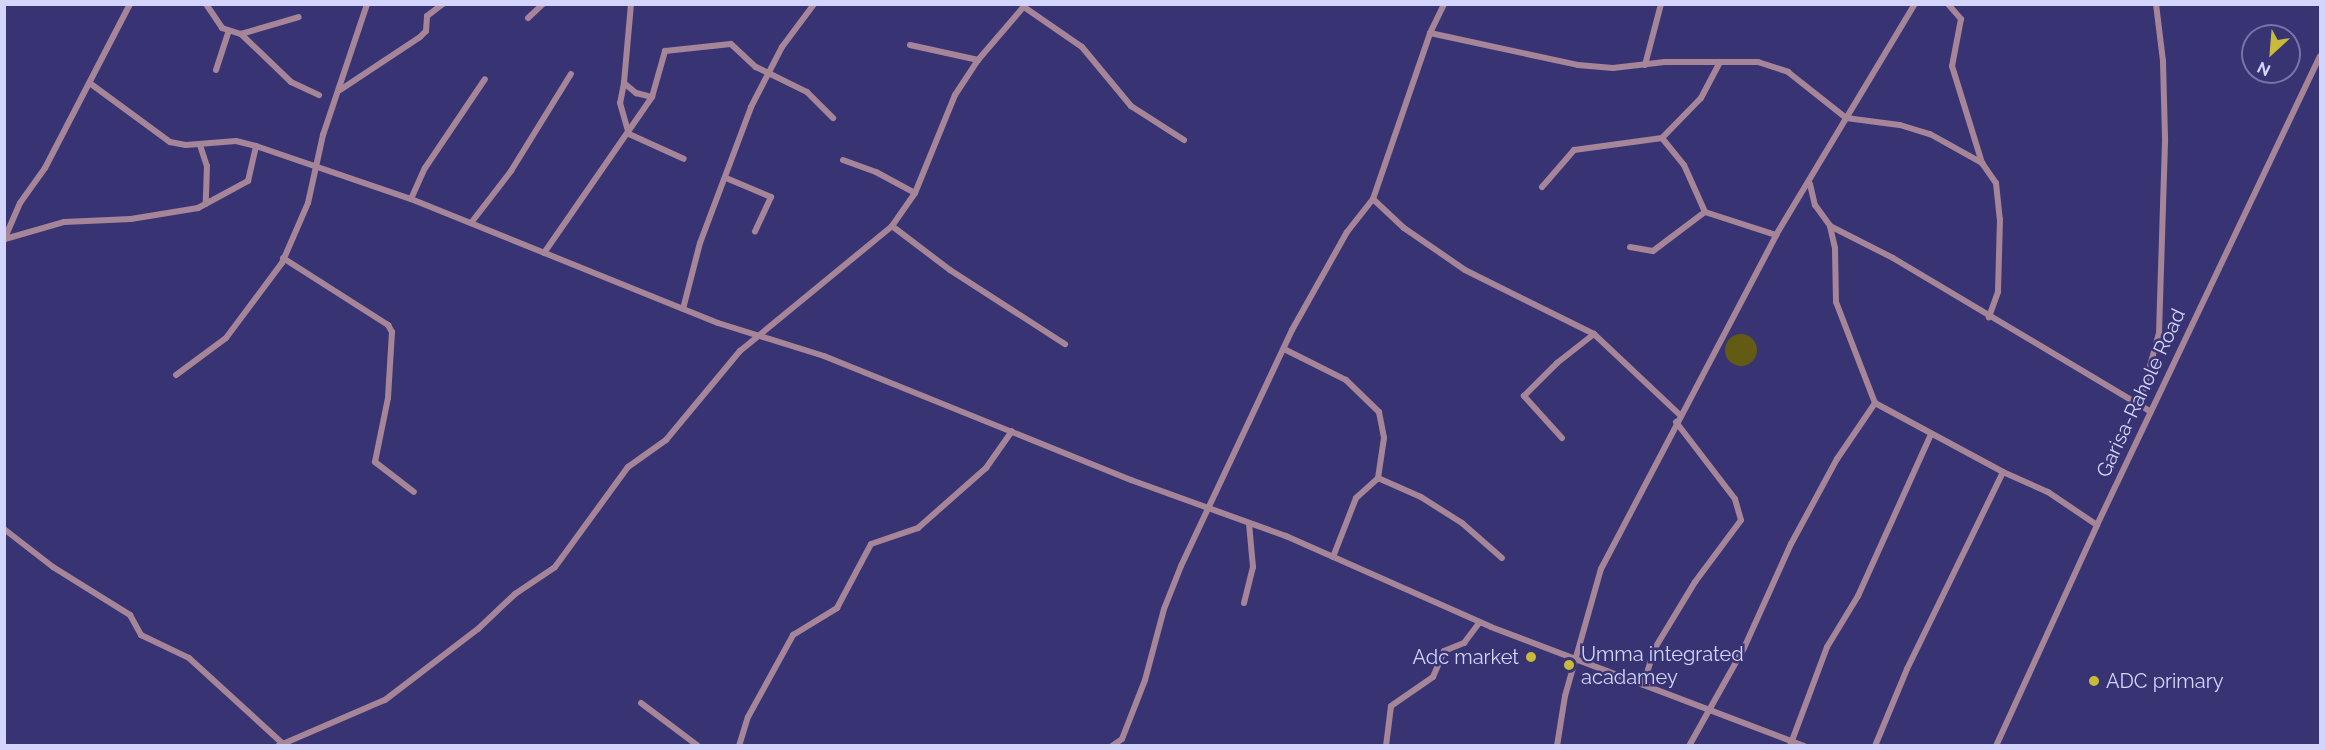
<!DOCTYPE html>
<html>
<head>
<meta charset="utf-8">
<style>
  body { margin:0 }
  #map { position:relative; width:2325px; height:750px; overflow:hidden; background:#383474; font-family:Raleway,sans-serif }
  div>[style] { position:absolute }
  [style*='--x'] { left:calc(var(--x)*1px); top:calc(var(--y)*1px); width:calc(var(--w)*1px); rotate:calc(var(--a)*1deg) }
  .green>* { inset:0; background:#635b14 }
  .round { border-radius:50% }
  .minor>* { height:6px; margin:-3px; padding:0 3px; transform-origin:3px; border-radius:3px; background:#a68598 }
  .dots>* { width:16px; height:16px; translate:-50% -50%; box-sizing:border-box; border:3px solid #383474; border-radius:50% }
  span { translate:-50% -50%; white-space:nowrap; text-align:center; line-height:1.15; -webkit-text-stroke:5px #383474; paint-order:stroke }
  .street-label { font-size:20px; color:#d3d5fc }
  .poi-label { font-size:20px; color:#d3d5fc }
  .left { translate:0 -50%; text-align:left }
  .right { translate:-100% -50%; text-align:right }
  .frame { position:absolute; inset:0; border:6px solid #d3d5fc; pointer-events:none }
  .north { position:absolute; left:2241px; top:24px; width:60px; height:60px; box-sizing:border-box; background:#383474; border:2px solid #7674aa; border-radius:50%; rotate:206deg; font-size:16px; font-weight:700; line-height:24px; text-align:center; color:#d3d5fc }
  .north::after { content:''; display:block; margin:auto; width:21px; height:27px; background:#c9ba3a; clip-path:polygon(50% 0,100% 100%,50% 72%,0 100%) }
</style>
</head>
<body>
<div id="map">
  <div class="green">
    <div class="round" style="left:1725px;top:334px;width:32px;height:32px"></div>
  </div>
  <div class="minor">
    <div style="--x:206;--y:4;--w:29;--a:56"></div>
    <div style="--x:222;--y:28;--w:20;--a:18"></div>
    <div style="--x:241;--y:34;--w:60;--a:-16.3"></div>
    <div style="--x:631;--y:4;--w:79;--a:95.1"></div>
    <div style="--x:624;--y:83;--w:16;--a:40"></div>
    <div style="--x:636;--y:93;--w:16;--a:14"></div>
    <div style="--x:1948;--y:4;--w:20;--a:49"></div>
    <div style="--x:1961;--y:19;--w:48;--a:100.8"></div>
    <div style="--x:1952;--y:66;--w:102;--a:72.8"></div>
    <div style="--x:1024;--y:7;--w:70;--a:34.6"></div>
    <div style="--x:1082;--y:47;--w:77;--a:50.3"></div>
    <div style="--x:1131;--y:106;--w:63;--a:32.7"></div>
    <div style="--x:528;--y:18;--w:21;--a:-43"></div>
    <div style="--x:1430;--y:33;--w:32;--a:-64"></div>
    <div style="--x:241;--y:34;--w:69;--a:43.8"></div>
    <div style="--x:291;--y:82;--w:31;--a:25"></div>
    <div style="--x:910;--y:45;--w:70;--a:12.4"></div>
    <div style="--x:1720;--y:62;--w:41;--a:117.8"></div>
    <div style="--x:1701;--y:98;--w:56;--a:134.3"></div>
    <div style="--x:1662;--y:138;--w:35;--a:51"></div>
    <div style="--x:1684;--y:165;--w:51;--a:65.9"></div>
    <div style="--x:1705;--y:212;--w:75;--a:17.9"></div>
    <div style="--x:1645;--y:65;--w:63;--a:-75.3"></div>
    <div style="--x:216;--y:70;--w:40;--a:-72"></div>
    <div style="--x:624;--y:83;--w:20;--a:101"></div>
    <div style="--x:620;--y:103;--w:32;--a:74"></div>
    <div style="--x:629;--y:134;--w:60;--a:24.4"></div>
    <div style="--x:91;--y:84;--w:98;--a:36.3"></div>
    <div style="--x:170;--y:142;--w:16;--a:11"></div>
    <div style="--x:186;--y:145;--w:50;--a:-4.6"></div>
    <div style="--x:236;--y:141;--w:21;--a:14"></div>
    <div style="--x:256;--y:146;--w:164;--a:18.9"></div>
    <div style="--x:411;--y:199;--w:331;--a:22"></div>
    <div style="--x:718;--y:323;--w:111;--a:17.3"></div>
    <div style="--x:824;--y:356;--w:331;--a:22"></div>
    <div style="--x:1131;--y:480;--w:165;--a:19.9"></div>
    <div style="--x:1286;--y:536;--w:224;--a:23.9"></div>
    <div style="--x:1491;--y:627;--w:335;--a:20.8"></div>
    <div style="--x:340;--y:90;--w:96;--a:-33.5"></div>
    <div style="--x:420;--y:37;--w:8;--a:-45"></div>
    <div style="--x:426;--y:31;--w:15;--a:-86"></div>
    <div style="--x:427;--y:16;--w:20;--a:-37"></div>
    <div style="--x:200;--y:145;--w:22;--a:72"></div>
    <div style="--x:207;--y:166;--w:38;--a:92"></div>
    <div style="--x:843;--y:160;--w:35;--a:20"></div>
    <div style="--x:876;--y:172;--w:44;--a:28.3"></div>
    <div style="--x:726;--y:178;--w:49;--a:22.9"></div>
    <div style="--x:771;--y:197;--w:38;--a:115"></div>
    <div style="--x:1810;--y:184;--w:22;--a:77"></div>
    <div style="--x:1815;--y:205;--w:26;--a:54"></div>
    <div style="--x:1830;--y:226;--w:71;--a:26.9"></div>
    <div style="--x:1893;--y:258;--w:300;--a:30.8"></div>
    <div style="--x:1542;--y:187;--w:49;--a:-49.1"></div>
    <div style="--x:1574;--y:150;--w:89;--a:-7.8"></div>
    <div style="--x:411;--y:199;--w:34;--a:-66"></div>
    <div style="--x:425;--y:168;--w:107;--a:-56"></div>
    <div style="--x:1373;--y:199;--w:42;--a:43.1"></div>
    <div style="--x:1404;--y:228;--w:74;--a:34.5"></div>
    <div style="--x:1465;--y:270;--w:144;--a:26.4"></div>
    <div style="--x:1594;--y:334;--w:118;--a:43.3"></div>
    <div style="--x:471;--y:223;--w:66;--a:-52.4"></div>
    <div style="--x:511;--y:171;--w:114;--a:-58.3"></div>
    <div style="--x:892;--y:226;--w:73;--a:37.2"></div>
    <div style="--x:950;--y:270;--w:137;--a:32.8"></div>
    <div style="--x:5;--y:239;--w:61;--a:-16.1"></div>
    <div style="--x:64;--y:222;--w:67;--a:-2.6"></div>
    <div style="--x:131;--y:219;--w:68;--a:-9.3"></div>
    <div style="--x:198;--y:208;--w:57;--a:-28.4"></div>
    <div style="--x:248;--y:181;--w:36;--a:-77"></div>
    <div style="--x:4;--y:240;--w:40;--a:-66.6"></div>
    <div style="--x:20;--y:203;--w:43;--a:-54.5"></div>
    <div style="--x:45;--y:168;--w:185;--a:-62.6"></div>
    <div style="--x:1630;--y:247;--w:23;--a:10"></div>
    <div style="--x:1653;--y:251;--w:65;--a:-36.9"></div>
    <div style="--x:544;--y:253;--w:190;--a:-55.3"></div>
    <div style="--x:652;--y:97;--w:48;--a:-74.2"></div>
    <div style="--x:665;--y:51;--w:66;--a:-6.1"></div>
    <div style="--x:731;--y:44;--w:34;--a:43"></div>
    <div style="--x:756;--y:67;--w:57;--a:26.1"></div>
    <div style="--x:807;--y:92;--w:37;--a:45"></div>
    <div style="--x:283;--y:258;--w:125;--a:32.5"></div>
    <div style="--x:388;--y:325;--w:8;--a:60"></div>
    <div style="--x:392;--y:332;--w:66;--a:93.5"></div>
    <div style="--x:388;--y:398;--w:65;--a:101.5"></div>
    <div style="--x:375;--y:462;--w:49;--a:37.6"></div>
    <div style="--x:683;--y:309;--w:68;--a:-75.6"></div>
    <div style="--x:700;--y:243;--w:145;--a:-69.4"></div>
    <div style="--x:751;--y:107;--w:68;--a:-62.7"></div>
    <div style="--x:782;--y:47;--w:54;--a:-53.3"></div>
    <div style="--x:1284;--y:349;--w:69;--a:26.6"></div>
    <div style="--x:1346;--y:380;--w:46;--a:44.1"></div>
    <div style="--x:1379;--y:412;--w:26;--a:79"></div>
    <div style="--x:1384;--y:438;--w:40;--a:98.5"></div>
    <div style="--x:176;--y:375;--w:62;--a:-36.5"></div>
    <div style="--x:226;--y:338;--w:94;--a:-53.3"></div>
    <div style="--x:282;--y:263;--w:65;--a:-66.6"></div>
    <div style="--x:308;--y:203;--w:70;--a:-77.6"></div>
    <div style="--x:323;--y:135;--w:138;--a:-71.4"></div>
    <div style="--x:1875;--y:403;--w:145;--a:28.3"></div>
    <div style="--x:2003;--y:472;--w:49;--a:24"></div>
    <div style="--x:2048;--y:492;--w:59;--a:34"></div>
    <div style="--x:2139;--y:406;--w:76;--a:-74.7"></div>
    <div style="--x:2159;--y:333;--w:195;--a:-88.2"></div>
    <div style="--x:2165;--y:138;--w:77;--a:-91.5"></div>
    <div style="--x:2163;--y:61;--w:57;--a:-97"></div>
    <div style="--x:1562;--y:438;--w:57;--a:-132.1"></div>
    <div style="--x:1524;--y:396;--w:47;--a:-45"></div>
    <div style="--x:1557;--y:363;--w:47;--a:-38.1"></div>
    <div style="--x:4;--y:529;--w:62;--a:37.8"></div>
    <div style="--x:53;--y:567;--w:91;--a:31.9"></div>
    <div style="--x:130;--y:615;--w:23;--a:61"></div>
    <div style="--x:141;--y:635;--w:53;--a:25.6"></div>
    <div style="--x:189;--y:658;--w:126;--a:42.4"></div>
    <div style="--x:1333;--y:557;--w:63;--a:-68.7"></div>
    <div style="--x:1356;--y:498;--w:30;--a:-42"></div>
    <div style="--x:1378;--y:478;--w:47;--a:23.8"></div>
    <div style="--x:1421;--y:497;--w:49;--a:32.4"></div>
    <div style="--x:1462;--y:523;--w:53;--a:41.2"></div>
    <div style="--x:1244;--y:603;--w:37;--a:-76"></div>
    <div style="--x:1253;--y:567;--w:44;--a:-95.2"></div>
    <div style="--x:1643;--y:685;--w:39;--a:-72"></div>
    <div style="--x:1655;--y:648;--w:77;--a:-58.8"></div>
    <div style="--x:1695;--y:582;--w:77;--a:-53.4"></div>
    <div style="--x:1741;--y:520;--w:22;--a:-106"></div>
    <div style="--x:1735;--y:499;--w:97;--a:-127.5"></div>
    <div style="--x:641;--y:703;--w:71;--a:37"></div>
    <div style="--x:278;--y:746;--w:116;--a:-23.3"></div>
    <div style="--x:385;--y:700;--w:117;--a:-37.4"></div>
    <div style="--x:478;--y:629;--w:51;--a:-43.4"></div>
    <div style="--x:515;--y:594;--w:48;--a:-34"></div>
    <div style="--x:555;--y:567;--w:124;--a:-53.9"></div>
    <div style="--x:628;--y:467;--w:47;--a:-35.4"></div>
    <div style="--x:666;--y:440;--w:116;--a:-50.3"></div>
    <div style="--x:740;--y:351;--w:197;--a:-39.4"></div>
    <div style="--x:892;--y:226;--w:40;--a:-55.1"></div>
    <div style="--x:915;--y:193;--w:106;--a:-67.8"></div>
    <div style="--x:955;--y:95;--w:42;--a:-56.7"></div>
    <div style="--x:978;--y:60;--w:74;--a:-49.4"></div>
    <div style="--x:739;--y:746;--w:30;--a:-73"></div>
    <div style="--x:748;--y:717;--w:94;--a:-61.2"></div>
    <div style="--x:793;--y:635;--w:52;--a:-31.5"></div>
    <div style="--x:837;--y:608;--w:72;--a:-62"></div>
    <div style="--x:871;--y:544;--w:50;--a:-18.8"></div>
    <div style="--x:918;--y:528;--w:91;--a:-41.4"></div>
    <div style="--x:986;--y:468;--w:45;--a:-54.9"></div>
    <div style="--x:1112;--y:746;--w:12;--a:-35"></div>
    <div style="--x:1122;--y:739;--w:63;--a:-68.7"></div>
    <div style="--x:1145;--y:680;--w:73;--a:-75"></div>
    <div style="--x:1164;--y:609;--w:46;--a:-68.4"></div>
    <div style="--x:1181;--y:566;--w:261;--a:-64.8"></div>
    <div style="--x:1292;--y:330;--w:112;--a:-60.7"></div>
    <div style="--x:1347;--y:232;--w:42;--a:-51.8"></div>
    <div style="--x:1373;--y:199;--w:176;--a:-71"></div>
    <div style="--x:1430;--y:33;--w:151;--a:12.2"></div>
    <div style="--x:1578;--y:65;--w:35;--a:5"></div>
    <div style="--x:1613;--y:68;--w:52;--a:-6.6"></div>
    <div style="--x:1665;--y:62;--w:93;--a:0"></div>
    <div style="--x:1758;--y:62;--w:32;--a:18"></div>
    <div style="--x:1788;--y:72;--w:74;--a:38.4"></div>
    <div style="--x:1846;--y:118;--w:54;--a:7.4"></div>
    <div style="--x:1900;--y:125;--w:31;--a:17"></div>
    <div style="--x:1930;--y:134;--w:60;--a:29.1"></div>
    <div style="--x:1982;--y:163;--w:24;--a:55"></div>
    <div style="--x:1996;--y:183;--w:36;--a:84"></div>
    <div style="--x:2000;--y:219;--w:73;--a:91.6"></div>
    <div style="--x:1998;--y:292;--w:27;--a:110"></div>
    <div style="--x:1386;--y:746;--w:40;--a:-82.9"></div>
    <div style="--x:1391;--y:706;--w:51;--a:-34.6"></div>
    <div style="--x:1433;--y:677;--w:28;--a:-67"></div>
    <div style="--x:1444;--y:651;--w:22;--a:-22"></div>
    <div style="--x:1464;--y:643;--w:26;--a:-53"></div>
    <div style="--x:1557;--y:746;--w:51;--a:-80.9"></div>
    <div style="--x:1565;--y:696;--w:132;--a:-74.2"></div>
    <div style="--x:1601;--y:569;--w:377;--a:-62.3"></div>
    <div style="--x:1776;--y:235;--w:270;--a:-59"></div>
    <div style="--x:1689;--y:746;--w:112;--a:-60.7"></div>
    <div style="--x:1744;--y:648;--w:114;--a:-65.7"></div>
    <div style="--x:1791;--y:544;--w:97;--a:-61.6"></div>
    <div style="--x:1837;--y:459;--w:68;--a:-55.8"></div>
    <div style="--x:1875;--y:403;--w:108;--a:-111.1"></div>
    <div style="--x:1836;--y:302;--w:54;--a:-91.1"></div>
    <div style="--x:1835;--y:248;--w:23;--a:-103"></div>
    <div style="--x:1790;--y:746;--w:106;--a:-69.5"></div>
    <div style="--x:1827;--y:647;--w:60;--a:-58.7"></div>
    <div style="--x:1858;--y:596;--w:178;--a:-65.7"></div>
    <div style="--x:1875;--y:746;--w:83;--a:-67.4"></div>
    <div style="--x:1907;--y:669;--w:219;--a:-64"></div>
    <div style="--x:1996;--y:746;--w:243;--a:-65.4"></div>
    <div style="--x:2097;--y:525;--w:519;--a:-64.57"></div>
  </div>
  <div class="dots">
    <div style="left:1531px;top:657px;background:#c9ba3a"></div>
    <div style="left:1569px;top:665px;background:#c9ba3a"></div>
    <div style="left:2094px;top:681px;background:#c9ba3a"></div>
  </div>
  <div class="street-label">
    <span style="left:2141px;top:393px;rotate:-65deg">Garisa-Rahole Road</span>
  </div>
  <div class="poi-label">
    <span class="left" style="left:1581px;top:666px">Umma integrated<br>acadamey</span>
    <span class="right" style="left:1519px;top:657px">Adc market</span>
    <span class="left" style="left:2106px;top:681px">ADC primary</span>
  </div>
  <div class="frame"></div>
  <div class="north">N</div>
</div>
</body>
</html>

Problem statement:
Output, line for line and exactly, the records above from their first line through the one with "width:16px; height:16px; translate:-50%", both ends included, but no pictures.

Task result:
<!DOCTYPE html>
<html>
<head>
<meta charset="utf-8">
<style>
  body { margin:0 }
  #map { position:relative; width:2325px; height:750px; overflow:hidden; background:#383474; font-family:Raleway,sans-serif }
  div>[style] { position:absolute }
  [style*='--x'] { left:calc(var(--x)*1px); top:calc(var(--y)*1px); width:calc(var(--w)*1px); rotate:calc(var(--a)*1deg) }
  .green>* { inset:0; background:#635b14 }
  .round { border-radius:50% }
  .minor>* { height:6px; margin:-3px; padding:0 3px; transform-origin:3px; border-radius:3px; background:#a68598 }
  .dots>* { width:16px; height:16px; translate:-50% -50%; box-sizing:border-box; border:3px solid #383474; border-radius:50% }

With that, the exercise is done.